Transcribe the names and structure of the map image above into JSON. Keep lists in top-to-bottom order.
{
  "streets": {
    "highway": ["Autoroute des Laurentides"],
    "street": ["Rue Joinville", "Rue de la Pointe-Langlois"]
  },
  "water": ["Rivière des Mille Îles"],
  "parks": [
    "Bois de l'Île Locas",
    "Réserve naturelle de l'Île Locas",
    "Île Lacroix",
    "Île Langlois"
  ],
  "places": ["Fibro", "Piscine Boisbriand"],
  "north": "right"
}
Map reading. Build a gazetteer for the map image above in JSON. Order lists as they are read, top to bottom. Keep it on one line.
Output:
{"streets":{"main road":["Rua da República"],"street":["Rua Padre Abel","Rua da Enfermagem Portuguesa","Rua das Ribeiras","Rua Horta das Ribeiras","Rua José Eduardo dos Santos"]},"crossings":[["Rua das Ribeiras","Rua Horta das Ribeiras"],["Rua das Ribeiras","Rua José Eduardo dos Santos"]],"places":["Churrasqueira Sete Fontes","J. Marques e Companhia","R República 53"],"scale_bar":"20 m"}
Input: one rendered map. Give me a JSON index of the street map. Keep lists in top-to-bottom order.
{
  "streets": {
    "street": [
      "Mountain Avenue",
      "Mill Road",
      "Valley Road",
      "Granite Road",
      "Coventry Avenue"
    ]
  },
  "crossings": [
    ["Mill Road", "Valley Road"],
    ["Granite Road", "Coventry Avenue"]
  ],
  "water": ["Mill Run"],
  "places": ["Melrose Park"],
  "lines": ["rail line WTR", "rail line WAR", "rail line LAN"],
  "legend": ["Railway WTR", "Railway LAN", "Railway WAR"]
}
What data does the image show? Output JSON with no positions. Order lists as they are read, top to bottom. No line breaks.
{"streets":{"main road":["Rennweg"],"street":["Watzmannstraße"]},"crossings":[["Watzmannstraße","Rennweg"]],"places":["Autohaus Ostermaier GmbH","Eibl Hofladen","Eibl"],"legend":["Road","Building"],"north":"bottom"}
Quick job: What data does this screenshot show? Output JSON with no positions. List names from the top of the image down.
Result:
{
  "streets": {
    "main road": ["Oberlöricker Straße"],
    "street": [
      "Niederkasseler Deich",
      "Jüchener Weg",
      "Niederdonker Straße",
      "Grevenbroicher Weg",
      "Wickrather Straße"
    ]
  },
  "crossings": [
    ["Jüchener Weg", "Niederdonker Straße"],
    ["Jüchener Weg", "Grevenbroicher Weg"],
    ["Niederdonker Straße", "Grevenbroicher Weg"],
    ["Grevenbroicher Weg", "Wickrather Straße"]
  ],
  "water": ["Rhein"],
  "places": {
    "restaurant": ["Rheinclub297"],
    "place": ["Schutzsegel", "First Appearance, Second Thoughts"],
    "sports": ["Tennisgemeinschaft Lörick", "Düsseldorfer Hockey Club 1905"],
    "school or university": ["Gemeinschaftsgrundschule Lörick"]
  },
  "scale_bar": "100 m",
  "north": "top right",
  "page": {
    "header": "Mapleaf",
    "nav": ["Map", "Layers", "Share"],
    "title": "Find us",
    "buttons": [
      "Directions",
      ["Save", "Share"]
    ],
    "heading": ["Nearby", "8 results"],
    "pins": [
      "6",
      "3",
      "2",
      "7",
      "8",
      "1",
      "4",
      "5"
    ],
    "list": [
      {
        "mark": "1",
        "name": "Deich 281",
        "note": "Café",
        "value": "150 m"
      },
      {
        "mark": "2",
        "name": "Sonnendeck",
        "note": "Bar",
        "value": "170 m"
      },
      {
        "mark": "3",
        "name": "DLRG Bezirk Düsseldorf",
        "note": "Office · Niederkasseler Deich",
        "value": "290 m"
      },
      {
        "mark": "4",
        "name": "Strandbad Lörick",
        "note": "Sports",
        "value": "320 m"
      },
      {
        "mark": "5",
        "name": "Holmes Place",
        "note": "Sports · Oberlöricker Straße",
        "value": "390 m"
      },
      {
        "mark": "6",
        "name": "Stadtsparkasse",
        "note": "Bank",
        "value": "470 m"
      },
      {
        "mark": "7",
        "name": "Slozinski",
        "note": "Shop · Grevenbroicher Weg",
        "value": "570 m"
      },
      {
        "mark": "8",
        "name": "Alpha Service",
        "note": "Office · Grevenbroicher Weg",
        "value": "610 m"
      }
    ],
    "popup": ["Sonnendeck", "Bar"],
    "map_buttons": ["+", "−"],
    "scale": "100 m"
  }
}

###

(YOUR GOAL)
Copy each line of the data exactly, please.

(EXERCISE RESPONSE)
Transcribe the names and structure of the map image above into JSON. Keep lists in top-to-bottom order.
{
  "streets": {
    "highway": ["Autoroute des Laurentides"],
    "street": ["Rue Joinville", "Rue de la Pointe-Langlois"]
  },
  "water": ["Rivière des Mille Îles"],
  "parks": [
    "Bois de l'Île Locas",
    "Réserve naturelle de l'Île Locas",
    "Île Lacroix",
    "Île Langlois"
  ],
  "places": ["Fibro", "Piscine Boisbriand"],
  "north": "right"
}
Map reading. Build a gazetteer for the map image above in JSON. Order lists as they are read, top to bottom. Keep it on one line.
Output:
{"streets":{"main road":["Rua da República"],"street":["Rua Padre Abel","Rua da Enfermagem Portuguesa","Rua das Ribeiras","Rua Horta das Ribeiras","Rua José Eduardo dos Santos"]},"crossings":[["Rua das Ribeiras","Rua Horta das Ribeiras"],["Rua das Ribeiras","Rua José Eduardo dos Santos"]],"places":["Churrasqueira Sete Fontes","J. Marques e Companhia","R República 53"],"scale_bar":"20 m"}
Input: one rendered map. Give me a JSON index of the street map. Keep lists in top-to-bottom order.
{
  "streets": {
    "street": [
      "Mountain Avenue",
      "Mill Road",
      "Valley Road",
      "Granite Road",
      "Coventry Avenue"
    ]
  },
  "crossings": [
    ["Mill Road", "Valley Road"],
    ["Granite Road", "Coventry Avenue"]
  ],
  "water": ["Mill Run"],
  "places": ["Melrose Park"],
  "lines": ["rail line WTR", "rail line WAR", "rail line LAN"],
  "legend": ["Railway WTR", "Railway LAN", "Railway WAR"]
}
What data does the image show? Output JSON with no positions. Order lists as they are read, top to bottom. No line breaks.
{"streets":{"main road":["Rennweg"],"street":["Watzmannstraße"]},"crossings":[["Watzmannstraße","Rennweg"]],"places":["Autohaus Ostermaier GmbH","Eibl Hofladen","Eibl"],"legend":["Road","Building"],"north":"bottom"}
Quick job: What data does this screenshot show? Output JSON with no positions. List names from the top of the image down.
Result:
{
  "streets": {
    "main road": ["Oberlöricker Straße"],
    "street": [
      "Niederkasseler Deich",
      "Jüchener Weg",
      "Niederdonker Straße",
      "Grevenbroicher Weg",
      "Wickrather Straße"
    ]
  },
  "crossings": [
    ["Jüchener Weg", "Niederdonker Straße"],
    ["Jüchener Weg", "Grevenbroicher Weg"],
    ["Niederdonker Straße", "Grevenbroicher Weg"],
    ["Grevenbroicher Weg", "Wickrather Straße"]
  ],
  "water": ["Rhein"],
  "places": {
    "restaurant": ["Rheinclub297"],
    "place": ["Schutzsegel", "First Appearance, Second Thoughts"],
    "sports": ["Tennisgemeinschaft Lörick", "Düsseldorfer Hockey Club 1905"],
    "school or university": ["Gemeinschaftsgrundschule Lörick"]
  },
  "scale_bar": "100 m",
  "north": "top right",
  "page": {
    "header": "Mapleaf",
    "nav": ["Map", "Layers", "Share"],
    "title": "Find us",
    "buttons": [
      "Directions",
      ["Save", "Share"]
    ],
    "heading": ["Nearby", "8 results"],
    "pins": [
      "6",
      "3",
      "2",
      "7",
      "8",
      "1",
      "4",
      "5"
    ],
    "list": [
      {
        "mark": "1",
        "name": "Deich 281",
        "note": "Café",
        "value": "150 m"
      },
      {
        "mark": "2",
        "name": "Sonnendeck",
        "note": "Bar",
        "value": "170 m"
      },
      {
        "mark": "3",
        "name": "DLRG Bezirk Düsseldorf",
        "note": "Office · Niederkasseler Deich",
        "value": "290 m"
      },
      {
        "mark": "4",
        "name": "Strandbad Lörick",
        "note": "Sports",
        "value": "320 m"
      },
      {
        "mark": "5",
        "name": "Holmes Place",
        "note": "Sports · Oberlöricker Straße",
        "value": "390 m"
      },
      {
        "mark": "6",
        "name": "Stadtsparkasse",
        "note": "Bank",
        "value": "470 m"
      },
      {
        "mark": "7",
        "name": "Slozinski",
        "note": "Shop · Grevenbroicher Weg",
        "value": "570 m"
      },
      {
        "mark": "8",
        "name": "Alpha Service",
        "note": "Office · Grevenbroicher Weg",
        "value": "610 m"
      }
    ],
    "popup": ["Sonnendeck", "Bar"],
    "map_buttons": ["+", "−"],
    "scale": "100 m"
  }
}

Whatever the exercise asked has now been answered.